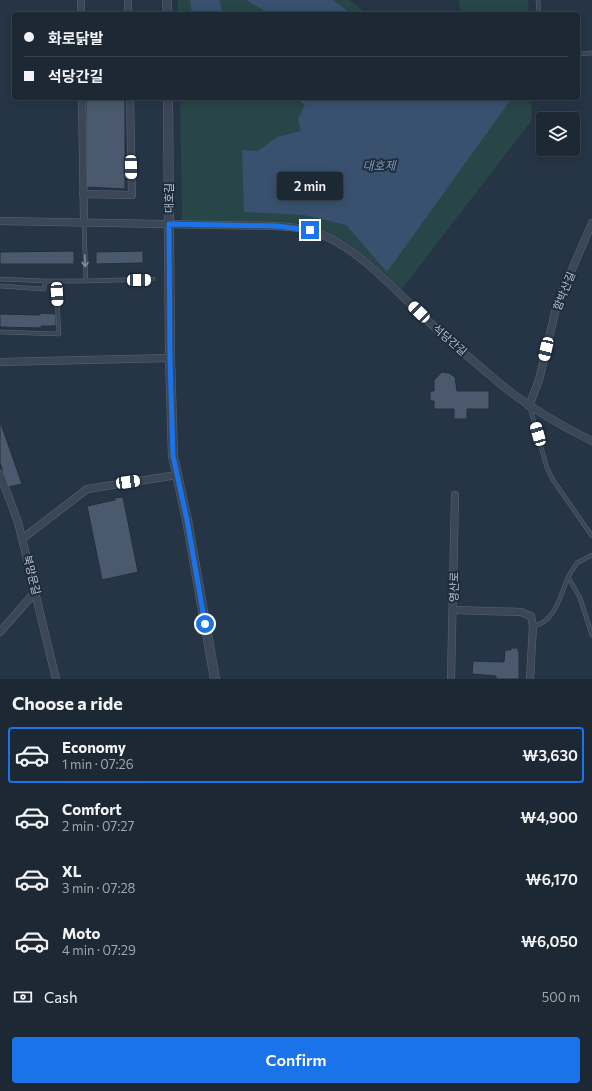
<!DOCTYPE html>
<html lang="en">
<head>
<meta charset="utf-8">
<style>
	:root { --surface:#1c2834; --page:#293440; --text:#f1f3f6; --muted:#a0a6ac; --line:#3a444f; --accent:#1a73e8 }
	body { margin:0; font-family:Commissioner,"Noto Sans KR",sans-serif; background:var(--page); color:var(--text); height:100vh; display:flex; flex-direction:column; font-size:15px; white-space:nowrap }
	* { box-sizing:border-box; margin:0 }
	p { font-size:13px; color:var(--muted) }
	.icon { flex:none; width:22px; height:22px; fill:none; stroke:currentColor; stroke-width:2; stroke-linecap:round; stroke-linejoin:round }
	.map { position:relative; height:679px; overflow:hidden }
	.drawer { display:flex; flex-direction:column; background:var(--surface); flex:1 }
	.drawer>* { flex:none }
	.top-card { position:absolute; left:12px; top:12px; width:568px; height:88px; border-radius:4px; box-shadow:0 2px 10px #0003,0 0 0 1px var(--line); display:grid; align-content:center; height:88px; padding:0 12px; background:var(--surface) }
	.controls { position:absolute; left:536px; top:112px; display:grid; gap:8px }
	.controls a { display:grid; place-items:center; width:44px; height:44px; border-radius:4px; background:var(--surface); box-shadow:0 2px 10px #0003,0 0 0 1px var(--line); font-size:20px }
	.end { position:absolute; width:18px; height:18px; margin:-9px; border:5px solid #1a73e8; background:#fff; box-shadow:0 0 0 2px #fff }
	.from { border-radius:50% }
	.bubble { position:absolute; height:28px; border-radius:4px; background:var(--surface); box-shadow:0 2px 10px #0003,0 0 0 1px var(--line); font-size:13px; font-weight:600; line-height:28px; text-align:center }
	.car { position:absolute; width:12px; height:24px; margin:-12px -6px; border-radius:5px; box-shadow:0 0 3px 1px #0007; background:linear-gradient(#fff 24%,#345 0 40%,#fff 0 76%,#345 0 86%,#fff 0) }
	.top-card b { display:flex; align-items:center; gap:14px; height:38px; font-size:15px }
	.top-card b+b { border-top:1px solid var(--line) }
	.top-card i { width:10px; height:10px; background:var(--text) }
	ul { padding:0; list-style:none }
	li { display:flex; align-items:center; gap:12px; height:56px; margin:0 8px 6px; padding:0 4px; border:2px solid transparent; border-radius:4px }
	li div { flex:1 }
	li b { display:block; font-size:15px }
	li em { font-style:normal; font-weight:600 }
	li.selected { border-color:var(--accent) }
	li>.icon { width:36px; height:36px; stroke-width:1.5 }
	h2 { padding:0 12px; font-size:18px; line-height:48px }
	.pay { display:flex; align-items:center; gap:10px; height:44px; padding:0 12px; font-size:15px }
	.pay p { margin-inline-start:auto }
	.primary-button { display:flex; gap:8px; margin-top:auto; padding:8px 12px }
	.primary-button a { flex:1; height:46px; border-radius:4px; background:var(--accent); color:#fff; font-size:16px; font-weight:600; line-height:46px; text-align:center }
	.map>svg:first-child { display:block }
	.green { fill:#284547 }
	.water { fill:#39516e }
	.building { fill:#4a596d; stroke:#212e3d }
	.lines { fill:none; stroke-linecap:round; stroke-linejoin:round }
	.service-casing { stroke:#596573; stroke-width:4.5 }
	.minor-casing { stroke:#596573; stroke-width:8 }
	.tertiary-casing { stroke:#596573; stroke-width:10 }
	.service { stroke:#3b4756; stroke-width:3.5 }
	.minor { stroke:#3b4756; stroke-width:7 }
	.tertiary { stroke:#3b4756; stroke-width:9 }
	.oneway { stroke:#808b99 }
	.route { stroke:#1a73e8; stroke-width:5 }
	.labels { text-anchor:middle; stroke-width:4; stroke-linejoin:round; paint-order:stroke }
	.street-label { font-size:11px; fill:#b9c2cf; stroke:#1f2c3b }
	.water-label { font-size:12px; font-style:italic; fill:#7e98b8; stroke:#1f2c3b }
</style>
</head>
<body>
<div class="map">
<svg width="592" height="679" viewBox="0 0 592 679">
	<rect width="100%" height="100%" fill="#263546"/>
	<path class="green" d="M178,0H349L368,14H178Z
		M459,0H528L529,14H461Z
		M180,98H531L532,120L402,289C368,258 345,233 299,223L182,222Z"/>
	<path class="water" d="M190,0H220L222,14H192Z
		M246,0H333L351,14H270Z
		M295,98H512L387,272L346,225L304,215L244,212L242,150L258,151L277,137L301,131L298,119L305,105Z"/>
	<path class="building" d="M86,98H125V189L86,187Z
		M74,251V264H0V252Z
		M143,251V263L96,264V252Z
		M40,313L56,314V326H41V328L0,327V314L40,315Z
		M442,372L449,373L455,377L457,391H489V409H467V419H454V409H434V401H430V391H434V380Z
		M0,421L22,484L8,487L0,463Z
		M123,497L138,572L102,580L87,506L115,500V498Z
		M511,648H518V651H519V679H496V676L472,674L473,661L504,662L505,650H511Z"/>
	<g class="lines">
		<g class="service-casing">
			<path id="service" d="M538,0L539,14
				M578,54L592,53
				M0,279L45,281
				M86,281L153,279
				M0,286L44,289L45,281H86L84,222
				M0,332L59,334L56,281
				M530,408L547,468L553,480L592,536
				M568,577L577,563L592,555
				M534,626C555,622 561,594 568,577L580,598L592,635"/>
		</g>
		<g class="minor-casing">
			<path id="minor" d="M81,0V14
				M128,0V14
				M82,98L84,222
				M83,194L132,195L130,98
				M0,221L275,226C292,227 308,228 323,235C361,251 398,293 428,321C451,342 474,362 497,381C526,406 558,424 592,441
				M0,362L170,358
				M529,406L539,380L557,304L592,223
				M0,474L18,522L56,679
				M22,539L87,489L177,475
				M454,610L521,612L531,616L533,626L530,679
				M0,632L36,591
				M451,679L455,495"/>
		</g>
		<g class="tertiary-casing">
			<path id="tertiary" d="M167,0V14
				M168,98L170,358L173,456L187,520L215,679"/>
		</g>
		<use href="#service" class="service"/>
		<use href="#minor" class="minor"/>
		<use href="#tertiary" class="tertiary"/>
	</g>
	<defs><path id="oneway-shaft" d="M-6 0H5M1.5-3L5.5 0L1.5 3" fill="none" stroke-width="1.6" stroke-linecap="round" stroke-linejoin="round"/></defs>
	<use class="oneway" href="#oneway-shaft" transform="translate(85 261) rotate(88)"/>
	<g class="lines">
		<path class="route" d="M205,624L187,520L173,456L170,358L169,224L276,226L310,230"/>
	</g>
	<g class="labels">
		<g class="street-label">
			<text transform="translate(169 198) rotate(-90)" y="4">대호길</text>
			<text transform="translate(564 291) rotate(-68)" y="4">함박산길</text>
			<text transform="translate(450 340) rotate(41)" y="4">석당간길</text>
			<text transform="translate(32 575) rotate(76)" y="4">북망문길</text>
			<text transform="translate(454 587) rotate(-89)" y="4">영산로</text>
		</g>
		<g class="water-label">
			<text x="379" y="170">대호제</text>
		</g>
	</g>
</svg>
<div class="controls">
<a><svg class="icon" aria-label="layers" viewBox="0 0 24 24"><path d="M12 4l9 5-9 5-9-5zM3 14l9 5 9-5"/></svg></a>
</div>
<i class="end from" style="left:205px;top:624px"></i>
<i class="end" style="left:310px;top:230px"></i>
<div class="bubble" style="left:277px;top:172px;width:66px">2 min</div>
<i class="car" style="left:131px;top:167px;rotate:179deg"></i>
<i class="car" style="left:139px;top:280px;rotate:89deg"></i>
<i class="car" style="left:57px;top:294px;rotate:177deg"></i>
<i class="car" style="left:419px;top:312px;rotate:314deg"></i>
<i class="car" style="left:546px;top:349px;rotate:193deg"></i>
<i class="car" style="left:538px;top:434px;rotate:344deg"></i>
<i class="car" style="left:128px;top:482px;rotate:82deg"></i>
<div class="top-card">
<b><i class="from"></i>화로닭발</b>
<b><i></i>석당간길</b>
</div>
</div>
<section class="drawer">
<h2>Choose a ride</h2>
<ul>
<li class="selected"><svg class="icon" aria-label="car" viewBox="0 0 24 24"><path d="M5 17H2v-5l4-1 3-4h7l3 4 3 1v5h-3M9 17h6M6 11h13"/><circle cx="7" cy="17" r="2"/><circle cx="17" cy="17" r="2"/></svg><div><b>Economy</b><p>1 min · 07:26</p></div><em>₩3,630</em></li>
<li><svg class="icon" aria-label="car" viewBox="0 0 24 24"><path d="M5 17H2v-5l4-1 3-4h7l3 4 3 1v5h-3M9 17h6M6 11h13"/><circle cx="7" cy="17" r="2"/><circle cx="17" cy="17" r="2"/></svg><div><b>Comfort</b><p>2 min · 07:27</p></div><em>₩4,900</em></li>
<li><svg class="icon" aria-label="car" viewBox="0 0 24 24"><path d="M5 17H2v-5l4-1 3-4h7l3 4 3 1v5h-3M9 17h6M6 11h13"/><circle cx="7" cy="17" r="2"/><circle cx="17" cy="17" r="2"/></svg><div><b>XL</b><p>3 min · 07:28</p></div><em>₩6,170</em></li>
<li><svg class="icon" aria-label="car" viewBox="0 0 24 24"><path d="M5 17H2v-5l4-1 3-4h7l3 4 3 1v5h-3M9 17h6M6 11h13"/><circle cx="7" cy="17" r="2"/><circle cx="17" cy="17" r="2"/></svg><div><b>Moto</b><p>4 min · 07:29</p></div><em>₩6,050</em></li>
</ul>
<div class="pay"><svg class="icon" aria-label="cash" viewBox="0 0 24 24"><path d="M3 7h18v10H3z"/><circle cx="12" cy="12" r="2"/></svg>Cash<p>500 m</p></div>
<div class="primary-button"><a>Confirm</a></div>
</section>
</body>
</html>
--
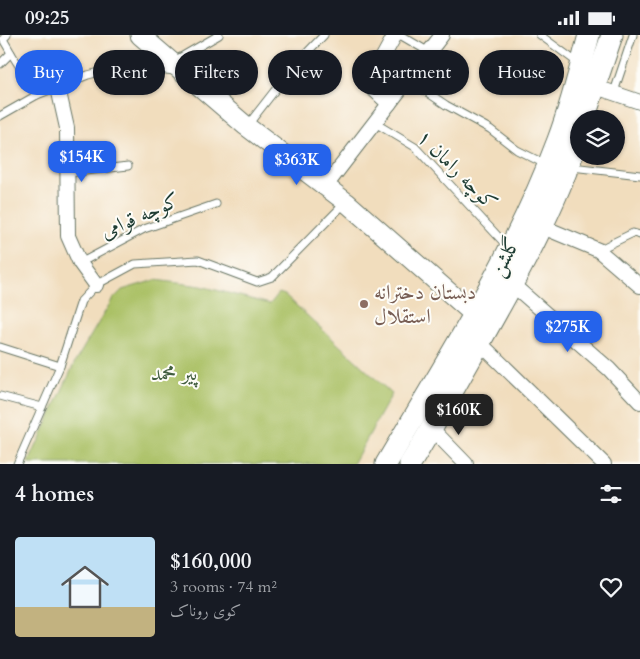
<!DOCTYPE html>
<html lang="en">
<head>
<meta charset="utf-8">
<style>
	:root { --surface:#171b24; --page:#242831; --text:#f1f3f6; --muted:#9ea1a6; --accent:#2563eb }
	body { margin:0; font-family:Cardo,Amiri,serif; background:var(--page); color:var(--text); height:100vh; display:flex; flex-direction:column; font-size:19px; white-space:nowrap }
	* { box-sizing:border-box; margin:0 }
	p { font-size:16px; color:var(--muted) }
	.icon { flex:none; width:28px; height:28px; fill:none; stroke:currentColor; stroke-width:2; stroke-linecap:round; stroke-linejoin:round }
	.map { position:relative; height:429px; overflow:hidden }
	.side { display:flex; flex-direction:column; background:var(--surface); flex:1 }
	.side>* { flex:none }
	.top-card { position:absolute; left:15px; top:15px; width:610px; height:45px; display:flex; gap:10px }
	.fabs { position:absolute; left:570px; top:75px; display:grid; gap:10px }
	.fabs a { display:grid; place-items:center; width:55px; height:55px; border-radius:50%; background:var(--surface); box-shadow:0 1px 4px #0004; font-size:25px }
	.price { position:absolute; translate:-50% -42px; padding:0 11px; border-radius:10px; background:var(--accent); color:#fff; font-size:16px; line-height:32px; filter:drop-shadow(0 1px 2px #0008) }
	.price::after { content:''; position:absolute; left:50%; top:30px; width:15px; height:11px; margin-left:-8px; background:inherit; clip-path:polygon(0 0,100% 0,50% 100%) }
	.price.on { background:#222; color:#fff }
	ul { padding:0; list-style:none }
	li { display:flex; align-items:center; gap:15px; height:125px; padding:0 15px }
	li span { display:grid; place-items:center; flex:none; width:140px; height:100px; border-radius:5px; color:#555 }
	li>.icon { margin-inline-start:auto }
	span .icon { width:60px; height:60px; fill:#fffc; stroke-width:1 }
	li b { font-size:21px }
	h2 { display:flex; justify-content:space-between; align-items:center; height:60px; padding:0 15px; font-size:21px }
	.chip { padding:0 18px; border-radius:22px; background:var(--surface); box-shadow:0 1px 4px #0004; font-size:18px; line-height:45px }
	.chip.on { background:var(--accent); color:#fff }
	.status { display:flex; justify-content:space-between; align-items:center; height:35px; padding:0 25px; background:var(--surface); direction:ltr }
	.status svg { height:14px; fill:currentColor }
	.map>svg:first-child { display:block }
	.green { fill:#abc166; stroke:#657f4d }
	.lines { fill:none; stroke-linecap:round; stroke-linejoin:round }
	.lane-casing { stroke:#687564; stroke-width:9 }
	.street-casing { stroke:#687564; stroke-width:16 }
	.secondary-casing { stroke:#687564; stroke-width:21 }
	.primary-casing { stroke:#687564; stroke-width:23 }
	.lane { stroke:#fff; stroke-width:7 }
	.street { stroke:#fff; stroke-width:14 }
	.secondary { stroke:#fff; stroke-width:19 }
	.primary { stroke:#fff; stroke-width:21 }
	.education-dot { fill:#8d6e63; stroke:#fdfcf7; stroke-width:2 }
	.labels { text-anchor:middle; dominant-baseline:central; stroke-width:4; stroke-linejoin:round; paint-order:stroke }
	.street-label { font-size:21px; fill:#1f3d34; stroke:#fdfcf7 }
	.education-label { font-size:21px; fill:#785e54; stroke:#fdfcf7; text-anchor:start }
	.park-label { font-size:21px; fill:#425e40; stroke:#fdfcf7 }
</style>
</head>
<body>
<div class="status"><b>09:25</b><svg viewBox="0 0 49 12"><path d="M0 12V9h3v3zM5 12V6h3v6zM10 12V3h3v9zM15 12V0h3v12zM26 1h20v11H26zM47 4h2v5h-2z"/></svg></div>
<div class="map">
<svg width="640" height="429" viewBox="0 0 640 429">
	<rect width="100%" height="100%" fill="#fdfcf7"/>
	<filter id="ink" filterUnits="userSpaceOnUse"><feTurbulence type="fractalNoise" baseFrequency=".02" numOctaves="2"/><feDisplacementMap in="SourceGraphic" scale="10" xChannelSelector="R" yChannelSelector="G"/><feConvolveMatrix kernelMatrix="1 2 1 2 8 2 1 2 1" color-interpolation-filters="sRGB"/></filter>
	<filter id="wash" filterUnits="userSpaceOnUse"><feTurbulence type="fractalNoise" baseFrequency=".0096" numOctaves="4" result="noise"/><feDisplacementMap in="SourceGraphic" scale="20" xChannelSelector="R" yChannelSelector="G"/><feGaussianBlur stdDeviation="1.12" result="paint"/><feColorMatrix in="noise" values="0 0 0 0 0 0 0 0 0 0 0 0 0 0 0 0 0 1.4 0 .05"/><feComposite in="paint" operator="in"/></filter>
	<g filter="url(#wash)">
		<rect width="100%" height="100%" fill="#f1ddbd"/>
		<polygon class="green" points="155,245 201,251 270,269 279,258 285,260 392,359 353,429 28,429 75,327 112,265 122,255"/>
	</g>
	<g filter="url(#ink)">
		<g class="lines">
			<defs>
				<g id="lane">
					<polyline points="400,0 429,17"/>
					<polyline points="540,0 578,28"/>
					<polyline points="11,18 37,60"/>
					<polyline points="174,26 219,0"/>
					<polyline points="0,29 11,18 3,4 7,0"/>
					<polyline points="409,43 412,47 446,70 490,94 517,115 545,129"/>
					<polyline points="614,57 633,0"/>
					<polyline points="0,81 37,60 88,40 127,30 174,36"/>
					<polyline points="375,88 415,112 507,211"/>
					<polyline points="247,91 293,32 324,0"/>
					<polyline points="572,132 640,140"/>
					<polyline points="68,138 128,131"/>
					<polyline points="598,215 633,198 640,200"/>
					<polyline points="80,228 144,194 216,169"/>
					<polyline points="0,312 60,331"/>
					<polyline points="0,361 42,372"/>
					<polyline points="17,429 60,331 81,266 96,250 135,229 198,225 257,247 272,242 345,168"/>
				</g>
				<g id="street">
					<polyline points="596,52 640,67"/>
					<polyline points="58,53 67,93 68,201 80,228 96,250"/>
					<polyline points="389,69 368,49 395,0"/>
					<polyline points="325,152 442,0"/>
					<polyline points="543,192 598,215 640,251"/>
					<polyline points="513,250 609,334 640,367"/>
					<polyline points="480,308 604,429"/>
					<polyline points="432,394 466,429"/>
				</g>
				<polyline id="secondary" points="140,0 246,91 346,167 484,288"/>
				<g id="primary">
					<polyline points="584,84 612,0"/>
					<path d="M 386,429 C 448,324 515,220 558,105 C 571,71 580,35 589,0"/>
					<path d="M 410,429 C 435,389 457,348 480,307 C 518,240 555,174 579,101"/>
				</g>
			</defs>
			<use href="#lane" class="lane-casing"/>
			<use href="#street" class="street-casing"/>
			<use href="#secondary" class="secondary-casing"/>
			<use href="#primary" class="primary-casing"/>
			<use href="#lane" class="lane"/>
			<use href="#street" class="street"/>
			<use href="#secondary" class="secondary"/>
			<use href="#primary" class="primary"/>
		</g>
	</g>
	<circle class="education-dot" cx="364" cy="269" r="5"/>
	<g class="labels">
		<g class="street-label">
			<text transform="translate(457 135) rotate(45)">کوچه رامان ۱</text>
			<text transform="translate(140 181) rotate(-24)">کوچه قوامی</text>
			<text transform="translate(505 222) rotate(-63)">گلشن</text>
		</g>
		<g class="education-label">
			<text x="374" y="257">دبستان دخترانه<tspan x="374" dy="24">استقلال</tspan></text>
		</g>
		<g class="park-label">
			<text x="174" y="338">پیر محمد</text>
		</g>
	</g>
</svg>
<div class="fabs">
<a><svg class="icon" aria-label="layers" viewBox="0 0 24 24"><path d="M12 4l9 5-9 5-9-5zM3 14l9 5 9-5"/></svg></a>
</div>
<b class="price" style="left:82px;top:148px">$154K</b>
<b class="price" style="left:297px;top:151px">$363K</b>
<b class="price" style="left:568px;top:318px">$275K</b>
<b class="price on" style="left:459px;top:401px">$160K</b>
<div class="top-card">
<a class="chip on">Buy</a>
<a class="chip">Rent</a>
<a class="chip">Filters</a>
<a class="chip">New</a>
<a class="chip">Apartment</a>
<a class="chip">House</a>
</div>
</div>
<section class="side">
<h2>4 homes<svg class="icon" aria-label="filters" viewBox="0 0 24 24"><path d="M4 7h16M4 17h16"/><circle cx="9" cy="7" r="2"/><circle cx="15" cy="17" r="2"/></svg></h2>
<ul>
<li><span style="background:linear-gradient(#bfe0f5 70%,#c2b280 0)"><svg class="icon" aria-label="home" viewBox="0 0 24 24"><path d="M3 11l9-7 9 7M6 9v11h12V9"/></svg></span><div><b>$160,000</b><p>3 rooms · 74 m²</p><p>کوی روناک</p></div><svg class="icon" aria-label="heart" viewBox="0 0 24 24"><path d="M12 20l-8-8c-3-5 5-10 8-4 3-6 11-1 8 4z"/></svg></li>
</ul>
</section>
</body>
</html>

- _PROBLEM STATEMENT_: Which lines above include the string "bubble"? Show them.

- _EXERCISE ANSWER_:
	.bubble { position:absolute; height:28px; border-radius:4px; background:var(--surface); box-shadow:0 2px 10px #0003,0 0 0 1px var(--line); font-size:13px; font-weight:600; line-height:28px; text-align:center }
<div class="bubble" style="left:277px;top:172px;width:66px">2 min</div>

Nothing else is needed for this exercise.